For European statesmen, a large-scale war could give their countries new colonial territories, important to growing capitalist economies. For the wealthy and ruling classes, war served as an antidote to social revolution, encouraging workers to exchange socialism's focus on international solidarity for nationalism's intense militarism. And for the working classes themselves, war provided an outlet for years of systemic militarization -- quite simply, they were hardwired to pick up arms, and to do so eagerly.
To Pauwels, the assassination of Archduke Franz Ferdinand in June 1914 -- traditionally upheld by historians as the spark that lit the powder keg -- was not a sufficient cause for war but rather a pretext seized upon by European powers to unleash the kind of war they had desired. But what Europe's elite did not expect or predict was some of the war's outcomes: social revolution and Communist Party rule in Russia, plus a wave of political and social democratic reforms in Western Europe that would have far-reaching consequences.

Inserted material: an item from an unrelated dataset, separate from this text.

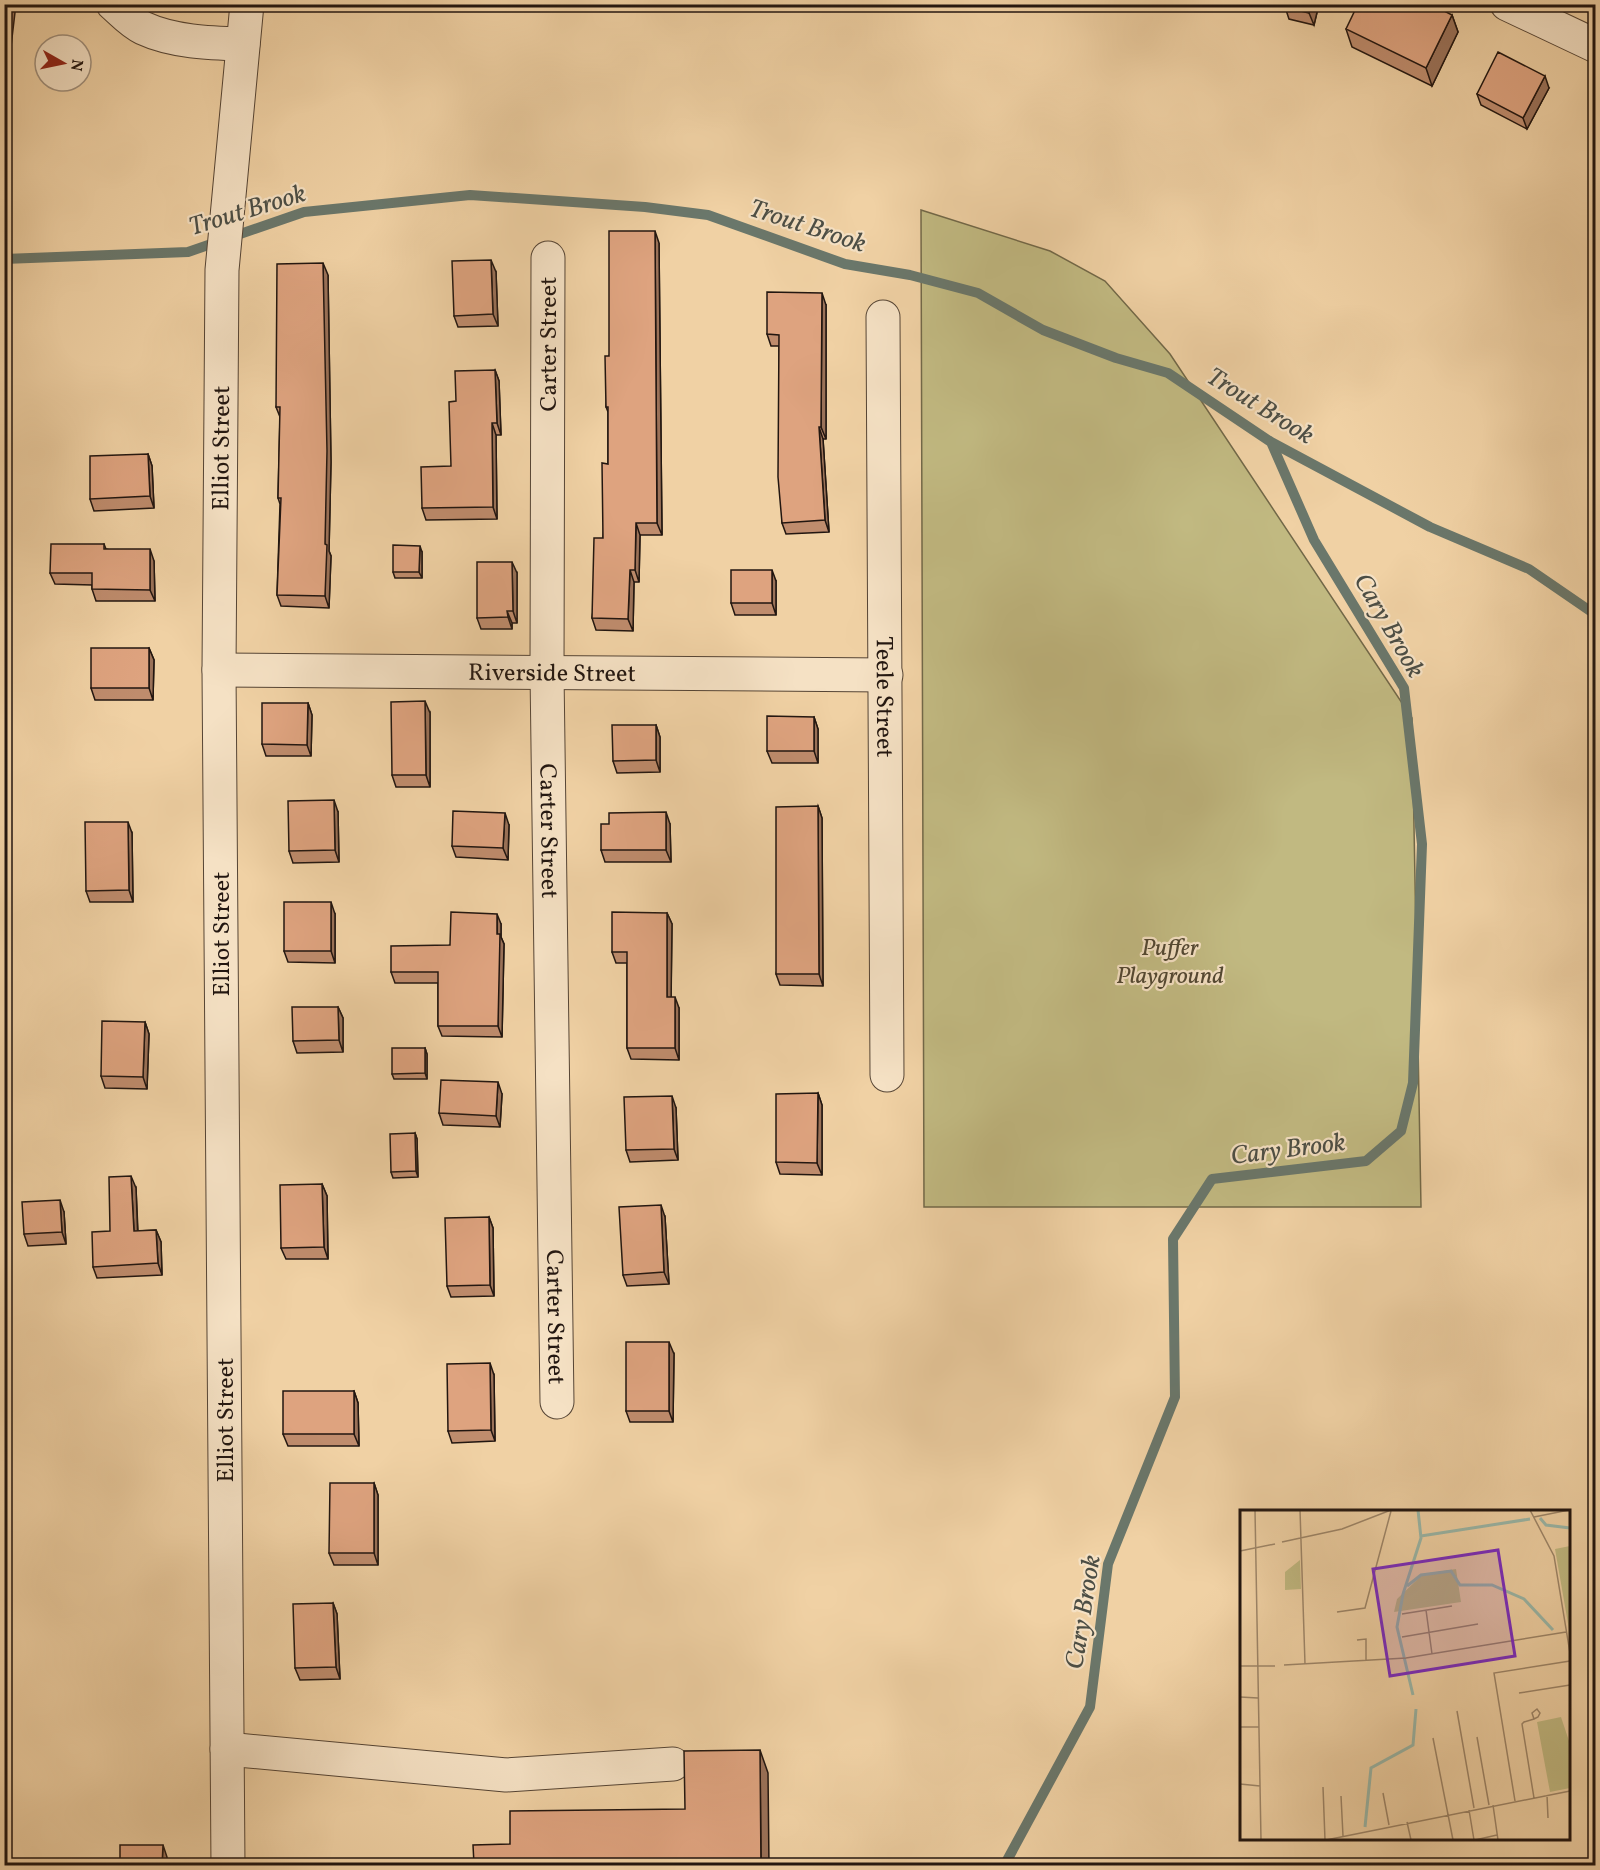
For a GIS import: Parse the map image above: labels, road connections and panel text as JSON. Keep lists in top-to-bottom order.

Reflecting his broad research in the voluminous recent literature about the First World War by historians in the leading countries involved in the conflict, Jacques Pauwels has produced an account that challenges readers to rethink their understanding of this key event of twentieth century world history.
"Consistent with his argument that the war was fought not only between countries, but also between the working class and its social superiors, Pauwels gives us a picture of the event as experienced by those who actually did the fighting and worked in the war industries... Pauwels has given us a thought-provoking account of the Great War that casts it in a different light from that presented in most standard histories of the subject."
- Ken Osborne, emeritus professor at the faculty of education at the University of Manitoba, Winnipeg Free Press
"The Great Class War 1914-1918 identifies those who want war, those who scurrilously manipulate information, consciousness, and the citizenry to wage war... The focus throughout the book is on the classism at the root of the war. Pauwels? thoroughly compelling narrative leads the reader to the ineluctable conclusion that elitists have been manipulating and leading the masses, unwilling or not, to the killing fields... The Great Class War 1914-1918 is a magnificent opus."
- Kim Petersen, Dissident Voice
JACQUES R. PAUWELS has taught European history at the University of Toronto, York University and the University of Waterloo. He is the author of several books on twentieth-century history, including The Myth of the Good War, in which he provides a revisionist look at the role of the United States and other Allied countries in the Second World War. An independent scholar, Pauwels holds PhDs in history and political science. He lives in Brantford, Ontario.